[[ Input records, beginning ]]
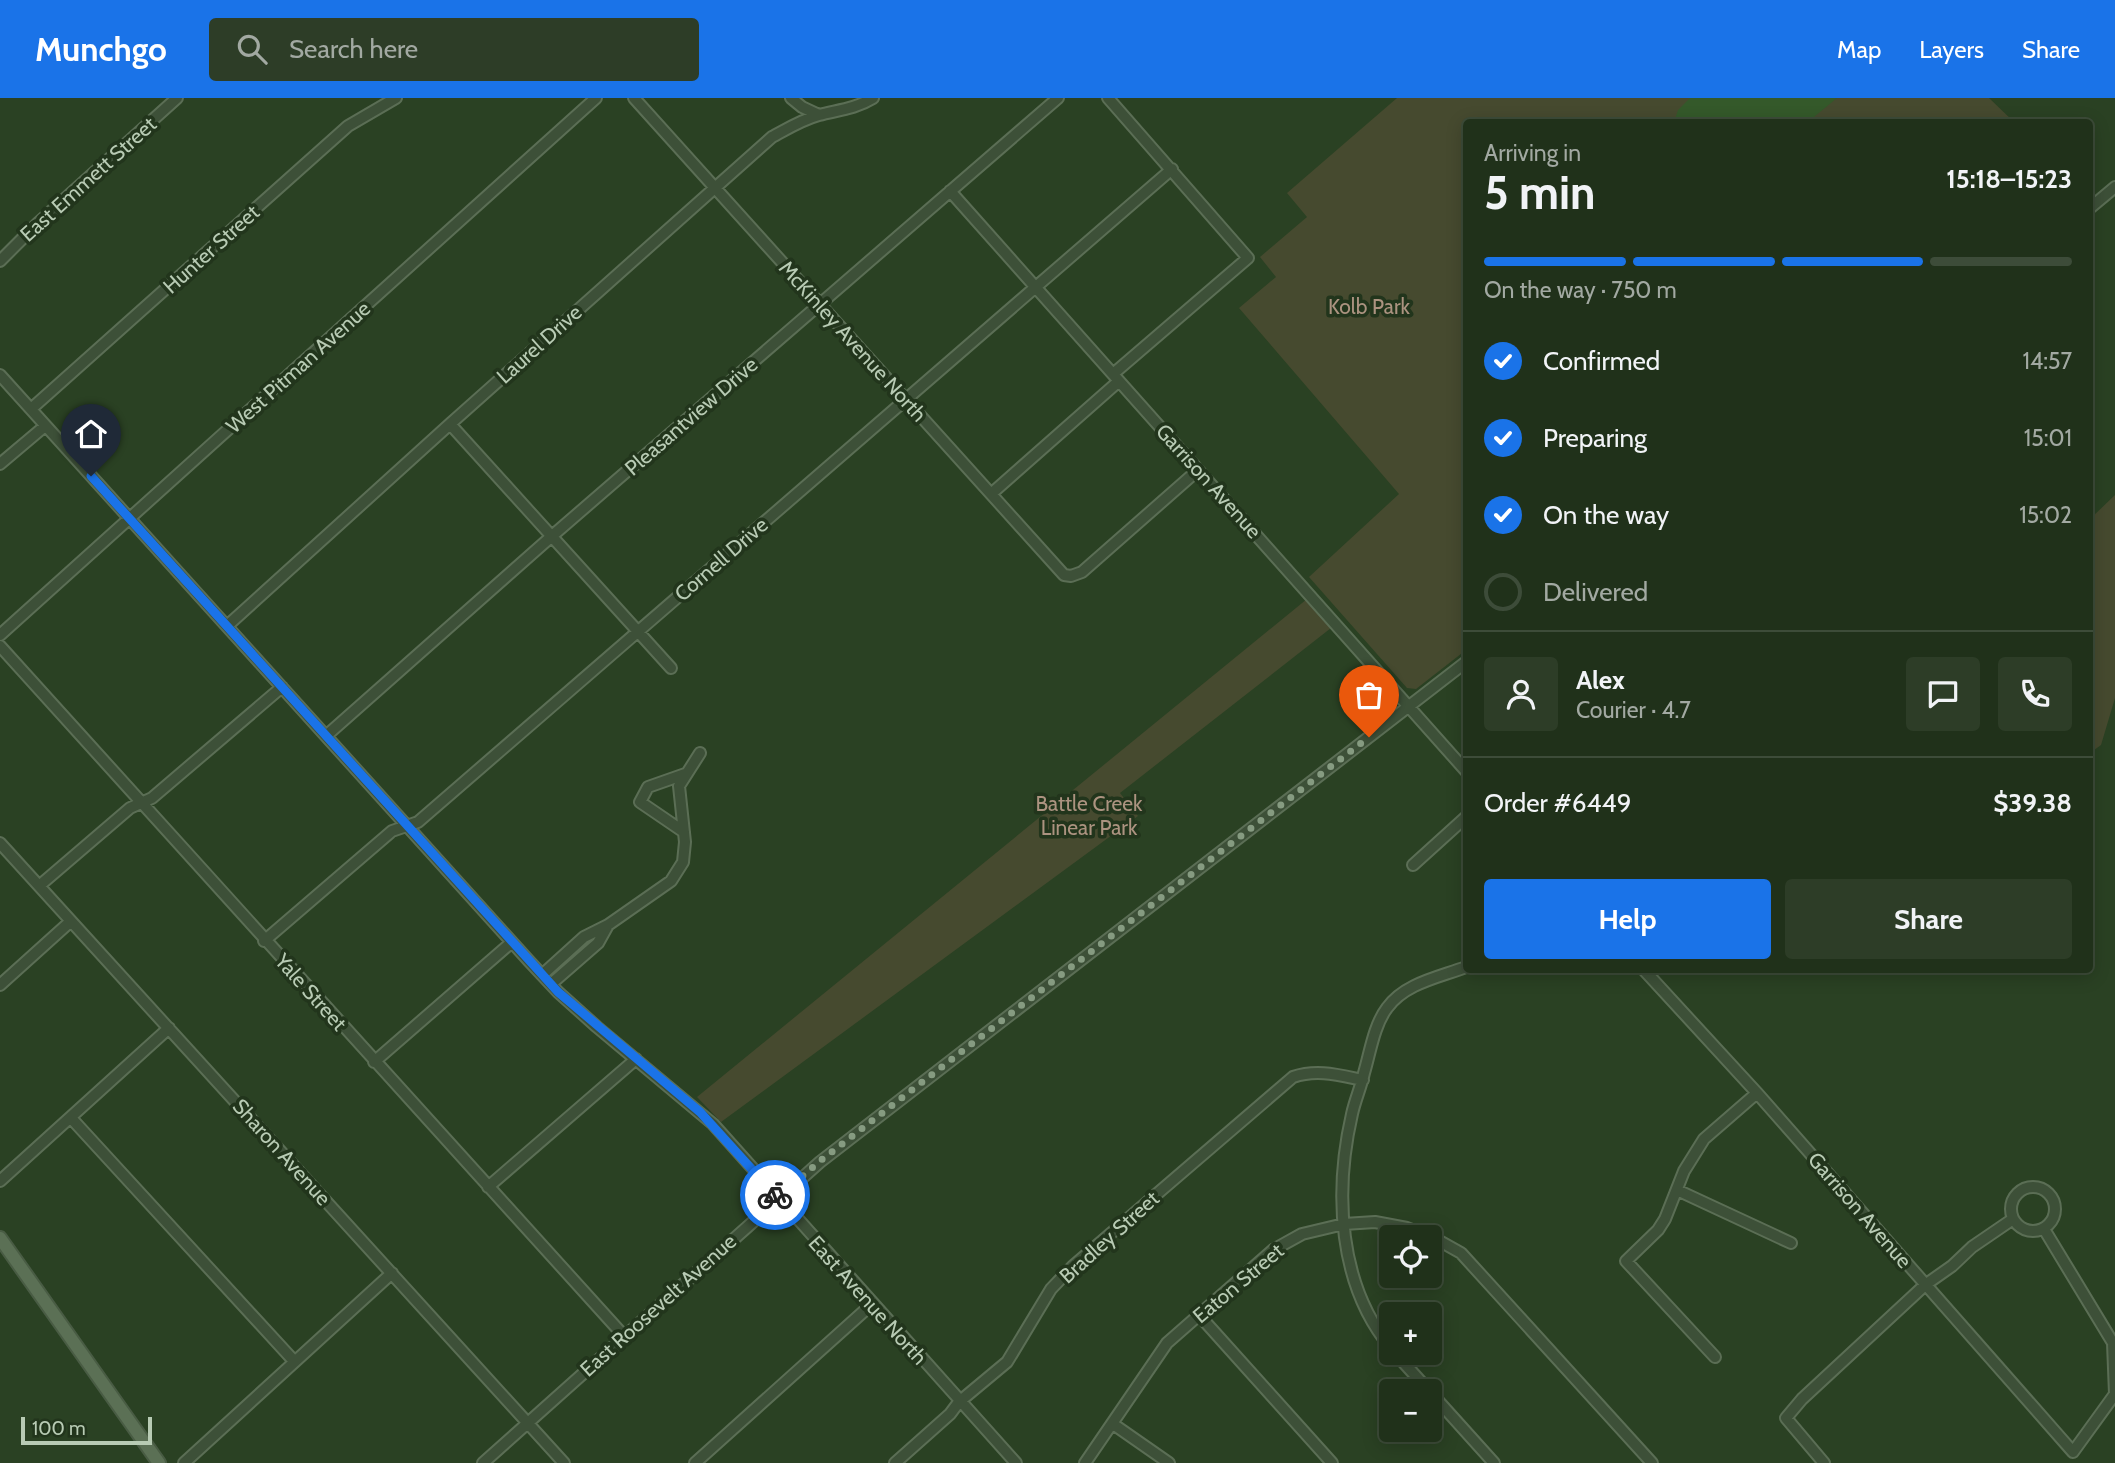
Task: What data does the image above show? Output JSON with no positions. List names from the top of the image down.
{
  "streets": {
    "street": [
      "East Emmett Street",
      "Hunter Street",
      "McKinley Avenue North",
      "Laurel Drive",
      "West Pitman Avenue",
      "Pleasantview Drive",
      "Garrison Avenue",
      "Cornell Drive",
      "Yale Street",
      "Sharon Avenue",
      "Bradley Street",
      "Eaton Street",
      "East Avenue North",
      "East Roosevelt Avenue"
    ]
  },
  "crossings": [
    ["Hunter Street", "East Avenue North"],
    ["McKinley Avenue North", "Laurel Drive"],
    ["McKinley Avenue North", "Pleasantview Drive"],
    ["McKinley Avenue North", "Garrison Avenue"],
    ["McKinley Avenue North", "Cornell Drive"],
    ["Laurel Drive", "East Avenue North"],
    ["West Pitman Avenue", "East Avenue North"],
    ["Pleasantview Drive", "Garrison Avenue"],
    ["Pleasantview Drive", "East Avenue North"],
    ["Garrison Avenue", "Cornell Drive"],
    ["Garrison Avenue", "East Roosevelt Avenue"],
    ["Cornell Drive", "Yale Street"],
    ["Cornell Drive", "East Avenue North"],
    ["Yale Street", "East Roosevelt Avenue"],
    ["Sharon Avenue", "East Roosevelt Avenue"],
    ["Bradley Street", "East Avenue North"],
    ["East Avenue North", "East Roosevelt Avenue"]
  ],
  "parks": ["Kolb Park", "Battle Creek Linear Park"],
  "scale_bar": "100 m",
  "page": {
    "header": "Munchgo",
    "search": "Search here",
    "nav": ["Map", "Layers", "Share"],
    "heading": ["5 min", "Arriving in", "15:18–15:23"],
    "panel": [
      "Alex",
      "Courier · 4.7",
      "Order #6449",
      "$39.38"
    ],
    "bar": "On the way · 750 m",
    "list": [
      ["Confirmed", "14:57"],
      ["Preparing", "15:01"],
      ["On the way", "15:02"],
      "Delivered"
    ],
    "buttons": ["Help", "Share"],
    "map_buttons": ["+", "−"],
    "scale": "100 m"
  }
}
[[ Input records, end ]]
* **Problem statement**
Do not include images; quote all of the entries above exactly.

* **Output for this task**
Task: What data does the image above show? Output JSON with no positions. List names from the top of the image down.
{
  "streets": {
    "street": [
      "East Emmett Street",
      "Hunter Street",
      "McKinley Avenue North",
      "Laurel Drive",
      "West Pitman Avenue",
      "Pleasantview Drive",
      "Garrison Avenue",
      "Cornell Drive",
      "Yale Street",
      "Sharon Avenue",
      "Bradley Street",
      "Eaton Street",
      "East Avenue North",
      "East Roosevelt Avenue"
    ]
  },
  "crossings": [
    ["Hunter Street", "East Avenue North"],
    ["McKinley Avenue North", "Laurel Drive"],
    ["McKinley Avenue North", "Pleasantview Drive"],
    ["McKinley Avenue North", "Garrison Avenue"],
    ["McKinley Avenue North", "Cornell Drive"],
    ["Laurel Drive", "East Avenue North"],
    ["West Pitman Avenue", "East Avenue North"],
    ["Pleasantview Drive", "Garrison Avenue"],
    ["Pleasantview Drive", "East Avenue North"],
    ["Garrison Avenue", "Cornell Drive"],
    ["Garrison Avenue", "East Roosevelt Avenue"],
    ["Cornell Drive", "Yale Street"],
    ["Cornell Drive", "East Avenue North"],
    ["Yale Street", "East Roosevelt Avenue"],
    ["Sharon Avenue", "East Roosevelt Avenue"],
    ["Bradley Street", "East Avenue North"],
    ["East Avenue North", "East Roosevelt Avenue"]
  ],
  "parks": ["Kolb Park", "Battle Creek Linear Park"],
  "scale_bar": "100 m",
  "page": {
    "header": "Munchgo",
    "search": "Search here",
    "nav": ["Map", "Layers", "Share"],
    "heading": ["5 min", "Arriving in", "15:18–15:23"],
    "panel": [
      "Alex",
      "Courier · 4.7",
      "Order #6449",
      "$39.38"
    ],
    "bar": "On the way · 750 m",
    "list": [
      ["Confirmed", "14:57"],
      ["Preparing", "15:01"],
      ["On the way", "15:02"],
      "Delivered"
    ],
    "buttons": ["Help", "Share"],
    "map_buttons": ["+", "−"],
    "scale": "100 m"
  }
}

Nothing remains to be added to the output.